There is almost no evidence that homework helps elementary school students achieve academic success and little evidence that it helps older students. Yet the nightly burden is taking a serious toll on America’s families. It robs children of the sleep, play, and exercise time they need for proper physical, emotional, and neurological development. And it is a hidden cause of the childhood obesity epidemic, creating a nation of “homework potatoes.”

In many parts of the country, children as young as five are coming home from school each night with homework. The homework often has little connection to what they have been taught that day. Many young children are overwhelmed with the work in front of them and many others are bored with the repetitive nature of the assignments. One only has to spend a few minutes in an afterschool program homework club to realize that homework is not making our children smarter. At the same time, it seems important to recognize that homework can be of value when utilized properly. Many assignments can serve to engage both children and parents in an active learning process that truly brings home the concepts that a child has been taught in the classroom. Rather than considering the elimination of homework, school districts ought to consider homework training for their teachers, encouraging them to think outside the box, sending home challenges to excite their students, making them eager to return to the classroom the following day. School districts should challenge themselves to throw away their mimeographed homework sheets and their repetitive assignments that carry no weight with students.

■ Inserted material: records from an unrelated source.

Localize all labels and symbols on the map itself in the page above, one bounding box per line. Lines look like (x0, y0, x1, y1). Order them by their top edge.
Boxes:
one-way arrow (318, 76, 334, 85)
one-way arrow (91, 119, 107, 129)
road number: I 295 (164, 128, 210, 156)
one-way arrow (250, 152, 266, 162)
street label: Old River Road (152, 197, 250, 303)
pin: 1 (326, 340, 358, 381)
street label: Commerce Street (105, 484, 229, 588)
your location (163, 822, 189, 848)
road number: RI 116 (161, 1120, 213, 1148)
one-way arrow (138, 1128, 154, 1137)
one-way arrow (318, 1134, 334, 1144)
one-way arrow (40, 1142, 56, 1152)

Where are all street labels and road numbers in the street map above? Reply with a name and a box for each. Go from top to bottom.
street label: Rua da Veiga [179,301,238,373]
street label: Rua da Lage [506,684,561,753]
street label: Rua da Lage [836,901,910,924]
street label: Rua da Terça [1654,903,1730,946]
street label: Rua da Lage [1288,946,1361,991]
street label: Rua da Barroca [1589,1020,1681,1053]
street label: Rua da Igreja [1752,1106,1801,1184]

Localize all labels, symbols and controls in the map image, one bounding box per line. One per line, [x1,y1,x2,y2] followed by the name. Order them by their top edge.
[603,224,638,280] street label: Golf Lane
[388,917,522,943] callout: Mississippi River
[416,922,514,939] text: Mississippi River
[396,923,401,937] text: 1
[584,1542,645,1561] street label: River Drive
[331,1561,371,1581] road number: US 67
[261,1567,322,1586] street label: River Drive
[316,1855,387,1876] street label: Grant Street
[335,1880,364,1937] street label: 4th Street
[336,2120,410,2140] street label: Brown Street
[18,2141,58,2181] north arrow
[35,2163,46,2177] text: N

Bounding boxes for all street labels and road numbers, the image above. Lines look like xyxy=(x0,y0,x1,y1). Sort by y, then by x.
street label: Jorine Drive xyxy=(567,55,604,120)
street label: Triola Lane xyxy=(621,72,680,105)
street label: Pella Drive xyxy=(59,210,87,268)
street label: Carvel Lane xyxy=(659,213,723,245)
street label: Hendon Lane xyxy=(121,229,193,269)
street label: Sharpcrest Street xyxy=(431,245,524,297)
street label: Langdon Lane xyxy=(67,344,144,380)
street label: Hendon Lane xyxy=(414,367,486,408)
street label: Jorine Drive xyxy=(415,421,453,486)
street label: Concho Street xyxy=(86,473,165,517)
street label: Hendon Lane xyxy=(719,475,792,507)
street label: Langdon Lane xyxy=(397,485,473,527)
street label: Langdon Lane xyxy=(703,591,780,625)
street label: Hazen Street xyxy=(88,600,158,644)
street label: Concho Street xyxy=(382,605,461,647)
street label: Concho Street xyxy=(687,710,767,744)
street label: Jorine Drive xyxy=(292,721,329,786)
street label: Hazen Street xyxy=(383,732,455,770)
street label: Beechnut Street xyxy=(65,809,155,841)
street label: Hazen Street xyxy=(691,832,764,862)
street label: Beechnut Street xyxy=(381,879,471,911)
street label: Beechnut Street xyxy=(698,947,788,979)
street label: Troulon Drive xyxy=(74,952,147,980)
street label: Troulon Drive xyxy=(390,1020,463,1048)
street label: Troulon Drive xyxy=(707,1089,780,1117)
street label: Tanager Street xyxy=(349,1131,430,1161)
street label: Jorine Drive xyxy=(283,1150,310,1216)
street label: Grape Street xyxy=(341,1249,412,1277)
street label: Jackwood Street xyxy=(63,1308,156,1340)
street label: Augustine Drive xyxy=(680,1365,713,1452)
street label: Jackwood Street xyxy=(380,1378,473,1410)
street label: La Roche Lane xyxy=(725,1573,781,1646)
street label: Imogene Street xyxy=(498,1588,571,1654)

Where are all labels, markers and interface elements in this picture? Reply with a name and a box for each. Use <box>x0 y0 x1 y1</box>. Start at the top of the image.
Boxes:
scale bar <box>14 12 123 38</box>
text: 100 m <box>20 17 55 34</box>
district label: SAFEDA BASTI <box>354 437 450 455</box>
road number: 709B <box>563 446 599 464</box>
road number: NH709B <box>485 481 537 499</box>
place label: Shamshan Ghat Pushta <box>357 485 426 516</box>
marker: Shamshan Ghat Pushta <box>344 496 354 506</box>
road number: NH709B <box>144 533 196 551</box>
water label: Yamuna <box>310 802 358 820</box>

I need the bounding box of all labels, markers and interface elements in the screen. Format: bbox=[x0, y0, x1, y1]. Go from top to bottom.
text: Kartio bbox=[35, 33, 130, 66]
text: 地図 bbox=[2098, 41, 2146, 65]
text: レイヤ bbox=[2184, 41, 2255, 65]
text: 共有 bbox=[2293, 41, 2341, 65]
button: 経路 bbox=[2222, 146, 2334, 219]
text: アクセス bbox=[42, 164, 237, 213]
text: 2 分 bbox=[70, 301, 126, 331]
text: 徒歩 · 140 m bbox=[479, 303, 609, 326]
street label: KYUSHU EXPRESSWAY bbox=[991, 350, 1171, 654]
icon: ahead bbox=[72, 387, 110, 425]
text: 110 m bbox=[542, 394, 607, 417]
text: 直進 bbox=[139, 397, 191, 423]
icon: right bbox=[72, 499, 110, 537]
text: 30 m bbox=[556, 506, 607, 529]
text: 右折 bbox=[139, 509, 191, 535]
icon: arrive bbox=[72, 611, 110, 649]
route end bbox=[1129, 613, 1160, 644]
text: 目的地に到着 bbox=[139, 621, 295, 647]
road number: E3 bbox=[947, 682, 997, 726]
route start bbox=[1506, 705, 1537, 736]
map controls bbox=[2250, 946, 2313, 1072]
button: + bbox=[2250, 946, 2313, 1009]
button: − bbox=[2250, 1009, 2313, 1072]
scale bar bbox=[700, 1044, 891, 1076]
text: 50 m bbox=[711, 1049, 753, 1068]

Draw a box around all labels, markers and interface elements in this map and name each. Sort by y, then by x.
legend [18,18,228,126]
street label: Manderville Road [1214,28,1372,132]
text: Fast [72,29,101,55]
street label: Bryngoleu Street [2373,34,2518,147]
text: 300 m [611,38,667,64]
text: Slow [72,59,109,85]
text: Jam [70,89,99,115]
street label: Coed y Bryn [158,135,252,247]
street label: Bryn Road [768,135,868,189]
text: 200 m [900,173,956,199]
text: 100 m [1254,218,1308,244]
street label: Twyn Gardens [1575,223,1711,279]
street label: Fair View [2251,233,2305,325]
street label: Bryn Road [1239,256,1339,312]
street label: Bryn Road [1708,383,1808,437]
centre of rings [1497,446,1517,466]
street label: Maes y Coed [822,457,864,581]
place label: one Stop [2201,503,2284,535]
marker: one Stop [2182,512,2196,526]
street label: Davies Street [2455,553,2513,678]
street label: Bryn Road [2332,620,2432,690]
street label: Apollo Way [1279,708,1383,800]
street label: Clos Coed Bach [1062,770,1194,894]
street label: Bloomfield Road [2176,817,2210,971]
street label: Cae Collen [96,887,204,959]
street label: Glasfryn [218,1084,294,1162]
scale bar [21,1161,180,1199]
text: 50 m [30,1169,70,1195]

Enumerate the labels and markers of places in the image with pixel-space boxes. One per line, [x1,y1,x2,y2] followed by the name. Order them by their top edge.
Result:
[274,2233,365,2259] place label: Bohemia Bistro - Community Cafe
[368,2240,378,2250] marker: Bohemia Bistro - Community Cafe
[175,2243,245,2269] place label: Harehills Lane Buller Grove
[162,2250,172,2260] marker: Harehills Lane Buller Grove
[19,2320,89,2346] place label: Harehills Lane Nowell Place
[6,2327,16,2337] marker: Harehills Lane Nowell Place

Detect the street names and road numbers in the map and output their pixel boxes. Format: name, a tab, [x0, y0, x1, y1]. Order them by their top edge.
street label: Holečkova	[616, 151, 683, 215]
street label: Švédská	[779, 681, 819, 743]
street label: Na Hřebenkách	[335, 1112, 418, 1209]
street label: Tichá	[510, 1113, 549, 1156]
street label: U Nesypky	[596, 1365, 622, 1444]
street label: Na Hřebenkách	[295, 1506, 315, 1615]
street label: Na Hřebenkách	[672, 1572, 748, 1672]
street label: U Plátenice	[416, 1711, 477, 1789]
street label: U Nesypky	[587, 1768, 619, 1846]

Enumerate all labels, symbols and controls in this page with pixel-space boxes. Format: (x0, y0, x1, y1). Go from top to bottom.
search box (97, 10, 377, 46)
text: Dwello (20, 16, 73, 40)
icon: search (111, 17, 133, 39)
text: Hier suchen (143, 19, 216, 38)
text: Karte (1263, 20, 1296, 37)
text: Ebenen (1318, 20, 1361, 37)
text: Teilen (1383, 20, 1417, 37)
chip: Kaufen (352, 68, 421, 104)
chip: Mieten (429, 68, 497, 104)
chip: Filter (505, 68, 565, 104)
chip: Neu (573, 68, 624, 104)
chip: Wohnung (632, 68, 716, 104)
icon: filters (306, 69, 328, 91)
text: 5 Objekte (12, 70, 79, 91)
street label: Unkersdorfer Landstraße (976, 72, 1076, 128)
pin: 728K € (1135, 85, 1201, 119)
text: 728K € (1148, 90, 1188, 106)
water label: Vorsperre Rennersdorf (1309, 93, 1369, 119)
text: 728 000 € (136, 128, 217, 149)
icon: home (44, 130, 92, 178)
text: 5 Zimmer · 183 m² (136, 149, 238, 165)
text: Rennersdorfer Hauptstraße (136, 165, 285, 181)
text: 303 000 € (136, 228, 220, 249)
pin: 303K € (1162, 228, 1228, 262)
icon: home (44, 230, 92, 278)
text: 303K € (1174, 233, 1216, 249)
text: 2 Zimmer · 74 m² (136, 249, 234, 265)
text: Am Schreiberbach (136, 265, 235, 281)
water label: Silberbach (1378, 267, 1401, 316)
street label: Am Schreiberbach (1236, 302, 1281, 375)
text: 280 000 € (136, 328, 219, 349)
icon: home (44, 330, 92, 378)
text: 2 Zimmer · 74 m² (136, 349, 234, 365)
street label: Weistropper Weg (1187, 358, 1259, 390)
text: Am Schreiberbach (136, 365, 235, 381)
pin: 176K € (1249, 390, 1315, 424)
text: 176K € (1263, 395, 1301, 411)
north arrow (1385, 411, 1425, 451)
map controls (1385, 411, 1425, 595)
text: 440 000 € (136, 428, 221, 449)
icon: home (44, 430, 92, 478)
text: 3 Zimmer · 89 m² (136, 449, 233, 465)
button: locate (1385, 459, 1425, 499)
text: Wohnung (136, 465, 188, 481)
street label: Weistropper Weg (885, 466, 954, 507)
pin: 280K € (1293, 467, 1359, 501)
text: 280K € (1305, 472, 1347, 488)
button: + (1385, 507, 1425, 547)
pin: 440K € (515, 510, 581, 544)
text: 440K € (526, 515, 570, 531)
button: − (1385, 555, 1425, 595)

Homework can be a wonderful way for teachers and families to work together, but it has too often become a battle between school and home. Parents feels that their children are given too much. Teachers are frustrated with a lack of cooperation from home, which weakens their ability to educate. Parents spend too much time trying to convince their children to complete the work, without weighing in on the true value of assignments. It seems that with more care and consideration all around, homework could serve the purpose it is intended to.


One thought on “Stop Homework

  1. Anelie says:

    (I WILL stop being the comment-hog here, but I just had to say…) I count myself tremendously lucky that homework was virtually unknown when I was in primary school. Sometimes we had a project on a country to do (one a year?), sometimes we had to bring in certain things from home to discuss in class, and of course there were spelling lists and times tables to learn, but it was never a case of something to complete every night. And after school was the time I read for pleasure, or ran around outside, or played a board game with my dad. I hope I can say after successfully completing a uni degree that this did not damage my academic prospects ;-D Why shouldn’t today’s kids have that same time to connect with friends and family and re-charge for the next day?